Search This Blog

Thursday 18 March 2010

Taking FTTH/FTTB to the next level...


It may be that there is a way to solve many problems in one fell swoop - FTTH, prime agricultural land becoming scarce, lack of green spaces in cities, the energy crisis, urban and rural regeneration, job creation, and no doubt more problems will come to light as we discuss this potential solution.

We all know that Korea, Hong Kong, etc have all, apparently, been able to solve universal FTTH purely because of multiple dwelling units. (We also all know that this is not **strictly** true!!) However, in Britain, we have a huge variety of problems, all of which universal FTTH could solve if we just got on with it.

What we need to do is not build high-speed railways (£14BN starting in 2017 vs FTTH £14BN finished in 2017) but build new farms in both towns and the countryside. Vertical farms. These could then help to re-populate the countryside, create thousands of new jobs, generate electricity, plus demand connectivity for telemetry - has that grass half way up got enough water? Also, this would keep DEFRA busy inspecting the number of tyres holding down the silage sheet on level 42 and whether the tags on every sheep and cow's ears on levels 18-30 are legible.

Especially for @cyberdoyle, here is a potential solution to the Final Third problem. Obviously, some thought is required to go into exactly which level her cows go on, and sheep, pigs, goats etc, but it seems that the current thought leader in all this, mainly because they have JFDI (or part of it), is right here in the UK, in Devon at Paignton Zoo

By creating multi-dwelling units in the towns and cities of UK, we could overcome the UK telcos' fears and give them MDUs to connect. Cows obviously need fibre in their daily diet (see photo) and Fibre To The Byre should help justify investment. Also, it would be simple to put 3G, LTE, wimax antennas on the structures, thereby building a wireless cloud over the surrounding area at the same time, and increasing the sadly minimal mobile coverage in rural areas.

There are several added bonuses to the technology neutral approach in that a byproduct of livestock farming, and one of the top causes of global warming/climate change, is of course methane, for which cows are regularly blamed. By a lucky coincidence, it would seem that methane is converted to hydrogen, acetylene and ethylene when subjected to continuous microwave radiation. This could then be stored and used to power the new hydrogen cell cars which we will need once the oil runs out. In addition, every farmer always needs to weld something so the acetylene should come in handy. There is also an increasing global demand for ethylene, so this should create a whole new industry sector within the UK.

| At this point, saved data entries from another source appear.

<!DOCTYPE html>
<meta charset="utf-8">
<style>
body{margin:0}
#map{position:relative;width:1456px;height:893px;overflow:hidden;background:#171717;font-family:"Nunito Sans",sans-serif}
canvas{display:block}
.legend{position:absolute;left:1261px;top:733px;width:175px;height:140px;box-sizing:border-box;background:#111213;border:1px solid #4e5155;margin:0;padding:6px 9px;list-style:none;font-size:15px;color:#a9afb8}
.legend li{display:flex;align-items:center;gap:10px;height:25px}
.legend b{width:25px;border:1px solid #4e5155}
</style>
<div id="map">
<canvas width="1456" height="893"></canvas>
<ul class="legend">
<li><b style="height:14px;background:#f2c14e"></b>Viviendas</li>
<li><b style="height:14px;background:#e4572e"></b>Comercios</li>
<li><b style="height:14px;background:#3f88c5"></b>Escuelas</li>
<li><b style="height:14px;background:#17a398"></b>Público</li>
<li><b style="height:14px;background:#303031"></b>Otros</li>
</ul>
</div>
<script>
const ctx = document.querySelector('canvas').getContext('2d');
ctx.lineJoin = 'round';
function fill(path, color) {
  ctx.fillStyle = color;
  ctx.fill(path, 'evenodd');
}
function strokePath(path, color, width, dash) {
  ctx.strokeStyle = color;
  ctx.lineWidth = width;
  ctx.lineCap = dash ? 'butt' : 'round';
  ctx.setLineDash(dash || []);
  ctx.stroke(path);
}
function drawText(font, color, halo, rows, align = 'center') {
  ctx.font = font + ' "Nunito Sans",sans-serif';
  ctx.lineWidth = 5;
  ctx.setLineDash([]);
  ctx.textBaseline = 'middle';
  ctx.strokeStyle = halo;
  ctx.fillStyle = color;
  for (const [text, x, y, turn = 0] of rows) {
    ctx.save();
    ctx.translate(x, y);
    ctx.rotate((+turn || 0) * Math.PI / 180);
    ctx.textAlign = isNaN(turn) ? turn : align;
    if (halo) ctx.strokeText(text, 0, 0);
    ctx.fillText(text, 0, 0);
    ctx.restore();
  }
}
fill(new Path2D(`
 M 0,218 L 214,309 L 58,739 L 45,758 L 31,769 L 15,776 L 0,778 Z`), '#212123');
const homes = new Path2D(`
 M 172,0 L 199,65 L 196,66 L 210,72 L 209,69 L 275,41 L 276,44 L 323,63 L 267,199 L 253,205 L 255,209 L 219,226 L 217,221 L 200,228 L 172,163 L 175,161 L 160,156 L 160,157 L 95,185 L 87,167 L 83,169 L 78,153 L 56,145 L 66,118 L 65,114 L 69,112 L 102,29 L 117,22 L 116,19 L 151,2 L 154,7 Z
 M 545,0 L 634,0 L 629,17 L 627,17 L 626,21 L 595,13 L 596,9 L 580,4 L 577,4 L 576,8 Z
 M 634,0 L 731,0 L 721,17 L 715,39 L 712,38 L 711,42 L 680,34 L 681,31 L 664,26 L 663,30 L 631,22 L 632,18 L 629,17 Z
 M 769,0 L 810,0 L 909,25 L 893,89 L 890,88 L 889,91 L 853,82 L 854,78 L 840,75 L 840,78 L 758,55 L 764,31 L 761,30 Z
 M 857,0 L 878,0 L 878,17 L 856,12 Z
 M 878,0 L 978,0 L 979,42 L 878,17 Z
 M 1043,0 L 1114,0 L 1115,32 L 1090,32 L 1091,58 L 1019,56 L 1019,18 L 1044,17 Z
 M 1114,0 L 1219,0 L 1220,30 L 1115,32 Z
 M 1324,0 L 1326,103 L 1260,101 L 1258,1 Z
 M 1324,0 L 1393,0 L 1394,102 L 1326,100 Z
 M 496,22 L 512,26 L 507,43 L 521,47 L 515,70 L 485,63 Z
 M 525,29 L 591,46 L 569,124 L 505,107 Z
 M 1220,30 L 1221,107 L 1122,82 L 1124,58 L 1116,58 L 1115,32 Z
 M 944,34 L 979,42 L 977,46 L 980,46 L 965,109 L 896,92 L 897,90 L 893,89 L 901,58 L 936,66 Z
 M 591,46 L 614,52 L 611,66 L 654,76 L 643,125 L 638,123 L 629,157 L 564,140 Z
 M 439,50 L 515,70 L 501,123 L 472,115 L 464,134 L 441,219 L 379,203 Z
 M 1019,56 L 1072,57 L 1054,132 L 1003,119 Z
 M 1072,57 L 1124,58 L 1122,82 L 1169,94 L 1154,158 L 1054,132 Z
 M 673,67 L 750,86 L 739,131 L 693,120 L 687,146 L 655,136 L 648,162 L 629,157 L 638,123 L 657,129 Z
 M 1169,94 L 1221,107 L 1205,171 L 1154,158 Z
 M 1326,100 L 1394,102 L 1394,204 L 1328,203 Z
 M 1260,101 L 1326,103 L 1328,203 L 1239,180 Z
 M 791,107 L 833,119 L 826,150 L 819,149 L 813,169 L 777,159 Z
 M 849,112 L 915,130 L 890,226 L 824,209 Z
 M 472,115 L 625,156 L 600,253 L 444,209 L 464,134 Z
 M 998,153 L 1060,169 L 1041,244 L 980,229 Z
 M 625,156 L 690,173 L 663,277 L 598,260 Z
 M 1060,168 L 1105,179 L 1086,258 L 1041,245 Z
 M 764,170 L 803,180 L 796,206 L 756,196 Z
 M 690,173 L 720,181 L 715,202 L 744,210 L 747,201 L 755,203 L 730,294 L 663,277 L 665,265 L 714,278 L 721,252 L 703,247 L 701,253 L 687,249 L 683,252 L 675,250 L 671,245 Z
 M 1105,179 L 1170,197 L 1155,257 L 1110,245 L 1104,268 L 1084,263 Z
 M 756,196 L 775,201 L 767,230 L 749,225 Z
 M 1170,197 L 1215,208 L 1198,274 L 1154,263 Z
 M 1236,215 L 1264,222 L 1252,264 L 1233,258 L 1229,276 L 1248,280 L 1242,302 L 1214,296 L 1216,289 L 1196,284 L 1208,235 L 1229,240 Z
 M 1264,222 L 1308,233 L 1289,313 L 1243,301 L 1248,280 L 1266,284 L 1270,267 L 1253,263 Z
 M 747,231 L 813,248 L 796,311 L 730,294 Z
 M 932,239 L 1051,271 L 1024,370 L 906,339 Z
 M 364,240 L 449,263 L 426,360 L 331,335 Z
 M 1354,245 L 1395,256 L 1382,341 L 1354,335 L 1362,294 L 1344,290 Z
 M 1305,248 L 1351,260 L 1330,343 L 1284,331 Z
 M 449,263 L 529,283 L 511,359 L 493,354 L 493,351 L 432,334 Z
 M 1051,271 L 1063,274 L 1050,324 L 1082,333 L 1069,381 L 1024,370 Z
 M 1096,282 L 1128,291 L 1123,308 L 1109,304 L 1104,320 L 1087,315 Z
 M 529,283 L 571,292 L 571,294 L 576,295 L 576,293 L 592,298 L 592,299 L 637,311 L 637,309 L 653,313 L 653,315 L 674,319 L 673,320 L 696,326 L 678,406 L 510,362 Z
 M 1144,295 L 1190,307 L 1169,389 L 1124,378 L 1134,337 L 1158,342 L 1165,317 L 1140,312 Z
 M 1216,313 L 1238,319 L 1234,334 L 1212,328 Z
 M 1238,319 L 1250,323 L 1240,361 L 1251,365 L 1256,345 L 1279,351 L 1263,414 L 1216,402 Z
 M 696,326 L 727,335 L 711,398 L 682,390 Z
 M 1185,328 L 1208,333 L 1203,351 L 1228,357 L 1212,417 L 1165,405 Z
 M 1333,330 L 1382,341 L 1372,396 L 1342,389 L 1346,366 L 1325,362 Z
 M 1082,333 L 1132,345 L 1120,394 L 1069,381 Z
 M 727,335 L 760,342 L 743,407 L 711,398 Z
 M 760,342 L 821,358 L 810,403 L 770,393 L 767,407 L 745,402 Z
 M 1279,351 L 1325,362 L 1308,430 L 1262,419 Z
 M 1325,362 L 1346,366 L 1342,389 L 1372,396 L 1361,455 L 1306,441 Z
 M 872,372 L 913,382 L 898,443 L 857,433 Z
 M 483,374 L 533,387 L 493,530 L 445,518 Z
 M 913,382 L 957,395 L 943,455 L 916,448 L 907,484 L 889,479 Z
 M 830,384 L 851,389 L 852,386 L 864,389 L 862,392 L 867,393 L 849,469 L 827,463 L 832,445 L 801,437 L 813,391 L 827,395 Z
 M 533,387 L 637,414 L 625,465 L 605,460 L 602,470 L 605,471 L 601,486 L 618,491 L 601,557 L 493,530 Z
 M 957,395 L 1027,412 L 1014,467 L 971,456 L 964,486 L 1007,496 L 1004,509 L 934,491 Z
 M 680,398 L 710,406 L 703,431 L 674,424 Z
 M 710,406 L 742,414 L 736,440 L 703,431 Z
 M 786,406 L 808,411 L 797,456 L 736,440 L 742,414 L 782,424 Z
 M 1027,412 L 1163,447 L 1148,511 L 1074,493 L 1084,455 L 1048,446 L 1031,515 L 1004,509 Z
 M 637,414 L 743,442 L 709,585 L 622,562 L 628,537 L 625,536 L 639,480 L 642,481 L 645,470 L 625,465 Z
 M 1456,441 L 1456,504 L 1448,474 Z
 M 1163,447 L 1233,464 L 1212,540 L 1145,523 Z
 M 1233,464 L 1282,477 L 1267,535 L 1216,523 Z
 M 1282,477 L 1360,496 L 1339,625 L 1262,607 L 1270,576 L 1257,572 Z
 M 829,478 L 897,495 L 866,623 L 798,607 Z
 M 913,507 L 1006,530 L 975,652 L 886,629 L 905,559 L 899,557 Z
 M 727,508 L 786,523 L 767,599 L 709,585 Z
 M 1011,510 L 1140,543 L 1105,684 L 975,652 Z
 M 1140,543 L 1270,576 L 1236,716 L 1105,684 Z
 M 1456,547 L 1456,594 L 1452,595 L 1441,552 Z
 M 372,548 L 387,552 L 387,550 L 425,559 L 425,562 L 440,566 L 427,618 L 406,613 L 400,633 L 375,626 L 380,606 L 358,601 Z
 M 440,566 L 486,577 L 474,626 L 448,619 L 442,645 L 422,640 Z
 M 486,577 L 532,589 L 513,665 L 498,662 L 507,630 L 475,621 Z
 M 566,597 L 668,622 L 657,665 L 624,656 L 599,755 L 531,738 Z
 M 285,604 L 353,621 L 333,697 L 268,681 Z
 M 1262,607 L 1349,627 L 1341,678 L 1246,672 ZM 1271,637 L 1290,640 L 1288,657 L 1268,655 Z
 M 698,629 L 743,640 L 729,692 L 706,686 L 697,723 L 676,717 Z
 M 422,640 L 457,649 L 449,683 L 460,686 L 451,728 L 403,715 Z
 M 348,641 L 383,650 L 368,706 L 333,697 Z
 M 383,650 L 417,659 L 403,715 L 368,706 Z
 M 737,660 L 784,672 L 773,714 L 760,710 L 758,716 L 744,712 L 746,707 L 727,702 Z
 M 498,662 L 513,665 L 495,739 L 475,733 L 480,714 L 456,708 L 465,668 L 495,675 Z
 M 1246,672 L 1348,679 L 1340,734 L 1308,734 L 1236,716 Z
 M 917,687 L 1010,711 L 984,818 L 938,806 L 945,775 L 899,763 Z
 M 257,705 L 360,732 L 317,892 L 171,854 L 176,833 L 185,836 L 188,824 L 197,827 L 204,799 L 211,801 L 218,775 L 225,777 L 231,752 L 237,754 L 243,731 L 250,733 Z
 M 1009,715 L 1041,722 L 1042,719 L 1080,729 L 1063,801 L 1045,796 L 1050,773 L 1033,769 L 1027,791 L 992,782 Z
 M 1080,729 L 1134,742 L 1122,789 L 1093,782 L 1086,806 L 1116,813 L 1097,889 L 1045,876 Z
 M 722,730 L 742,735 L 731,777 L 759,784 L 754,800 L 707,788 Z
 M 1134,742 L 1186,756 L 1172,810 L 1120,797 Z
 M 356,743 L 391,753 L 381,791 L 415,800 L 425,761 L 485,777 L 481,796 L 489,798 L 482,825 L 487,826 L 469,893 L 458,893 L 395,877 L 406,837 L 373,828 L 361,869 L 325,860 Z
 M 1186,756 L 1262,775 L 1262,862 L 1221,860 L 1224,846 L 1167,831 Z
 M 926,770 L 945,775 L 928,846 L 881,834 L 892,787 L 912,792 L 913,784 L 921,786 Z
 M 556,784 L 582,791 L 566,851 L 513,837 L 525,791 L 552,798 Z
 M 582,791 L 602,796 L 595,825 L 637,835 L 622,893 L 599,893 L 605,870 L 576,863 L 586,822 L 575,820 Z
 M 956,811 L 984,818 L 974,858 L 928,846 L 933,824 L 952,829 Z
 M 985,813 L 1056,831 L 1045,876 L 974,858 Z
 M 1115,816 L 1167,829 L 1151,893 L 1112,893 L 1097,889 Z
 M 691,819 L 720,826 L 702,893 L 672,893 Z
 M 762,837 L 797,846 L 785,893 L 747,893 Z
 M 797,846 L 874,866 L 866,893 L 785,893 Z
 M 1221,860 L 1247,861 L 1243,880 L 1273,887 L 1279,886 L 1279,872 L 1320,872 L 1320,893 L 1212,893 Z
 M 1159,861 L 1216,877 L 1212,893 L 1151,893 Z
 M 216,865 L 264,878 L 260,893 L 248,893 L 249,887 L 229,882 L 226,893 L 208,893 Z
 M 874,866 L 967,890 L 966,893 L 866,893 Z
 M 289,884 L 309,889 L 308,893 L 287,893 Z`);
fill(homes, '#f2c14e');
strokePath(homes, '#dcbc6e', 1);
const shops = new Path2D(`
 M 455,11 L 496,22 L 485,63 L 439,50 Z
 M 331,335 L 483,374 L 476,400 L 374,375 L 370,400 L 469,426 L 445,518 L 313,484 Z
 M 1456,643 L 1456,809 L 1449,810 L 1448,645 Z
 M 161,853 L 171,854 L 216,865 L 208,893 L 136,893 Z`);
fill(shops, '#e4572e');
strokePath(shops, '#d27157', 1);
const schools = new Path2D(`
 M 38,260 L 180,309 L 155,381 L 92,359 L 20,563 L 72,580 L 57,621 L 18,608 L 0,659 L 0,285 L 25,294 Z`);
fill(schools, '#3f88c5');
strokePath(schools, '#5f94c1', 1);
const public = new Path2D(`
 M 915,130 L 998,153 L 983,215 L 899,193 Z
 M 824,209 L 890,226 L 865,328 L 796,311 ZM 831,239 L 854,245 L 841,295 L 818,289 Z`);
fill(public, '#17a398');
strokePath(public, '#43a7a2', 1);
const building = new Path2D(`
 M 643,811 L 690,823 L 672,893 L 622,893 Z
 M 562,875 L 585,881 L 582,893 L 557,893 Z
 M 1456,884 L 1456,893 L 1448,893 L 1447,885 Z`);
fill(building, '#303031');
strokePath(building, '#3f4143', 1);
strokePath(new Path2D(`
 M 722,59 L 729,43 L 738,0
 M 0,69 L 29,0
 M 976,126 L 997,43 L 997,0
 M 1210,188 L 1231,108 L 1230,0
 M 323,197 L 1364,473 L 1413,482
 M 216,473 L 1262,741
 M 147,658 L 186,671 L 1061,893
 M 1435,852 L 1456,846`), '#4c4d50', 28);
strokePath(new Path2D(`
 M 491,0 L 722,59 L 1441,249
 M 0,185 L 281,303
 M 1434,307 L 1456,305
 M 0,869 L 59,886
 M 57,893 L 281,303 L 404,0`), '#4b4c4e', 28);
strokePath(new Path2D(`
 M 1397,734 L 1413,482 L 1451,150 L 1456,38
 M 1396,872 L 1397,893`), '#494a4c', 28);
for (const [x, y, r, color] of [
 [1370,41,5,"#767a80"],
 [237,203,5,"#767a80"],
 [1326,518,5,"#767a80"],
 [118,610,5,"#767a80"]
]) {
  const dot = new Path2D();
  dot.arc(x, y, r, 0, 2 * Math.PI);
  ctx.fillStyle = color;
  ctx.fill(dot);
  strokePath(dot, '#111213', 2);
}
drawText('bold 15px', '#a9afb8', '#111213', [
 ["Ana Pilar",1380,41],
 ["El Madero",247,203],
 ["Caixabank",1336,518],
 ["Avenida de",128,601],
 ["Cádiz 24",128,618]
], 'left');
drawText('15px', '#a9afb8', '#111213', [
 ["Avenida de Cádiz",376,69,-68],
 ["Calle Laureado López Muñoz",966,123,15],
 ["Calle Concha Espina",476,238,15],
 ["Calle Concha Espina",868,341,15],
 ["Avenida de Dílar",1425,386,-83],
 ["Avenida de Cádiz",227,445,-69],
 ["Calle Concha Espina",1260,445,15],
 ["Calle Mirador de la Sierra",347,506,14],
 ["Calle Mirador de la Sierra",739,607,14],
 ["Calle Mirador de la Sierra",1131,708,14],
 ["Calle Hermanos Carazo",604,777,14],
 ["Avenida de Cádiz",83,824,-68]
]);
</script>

This solution really could solve so many problems, surely?!


1 comment:

Cyberdoyle said...

haha, thanks for that, but I think I will stick to my horizontal farm for now, too old to go high rise. I just want optic fibre, for everyone. I was only thinking last night, what is the point in getting it just for me if the rest of the country is still on copper? It won't be any good until everyone gets it, just like the phone wasn't any fun until all your family/friends/work contacts had one too.
Going back to the idea of the vertical farm, I think we have already done that with the big city blocks, but instead of farming animals we farm people. In order for them to be productive they need a fibre diet too. More moral fibre, and some optic. If they don't have the connectivity then the digital revolution won't happen in this country. Korea et al will rule the world, and poor old slowlane copper digitalbritain will be the poor relation. How can we innovate and grow if we don't have the tools? Yes it would be nice to go from north to south in an hour instead of three, but so much better not to have to travel at all and do it virtually, with no carbon footprint, no stress, minimal costs... That's the way to do it.
Fibre to the homes, businesses, schools and government. Whether vertical or horizontal. JFDI.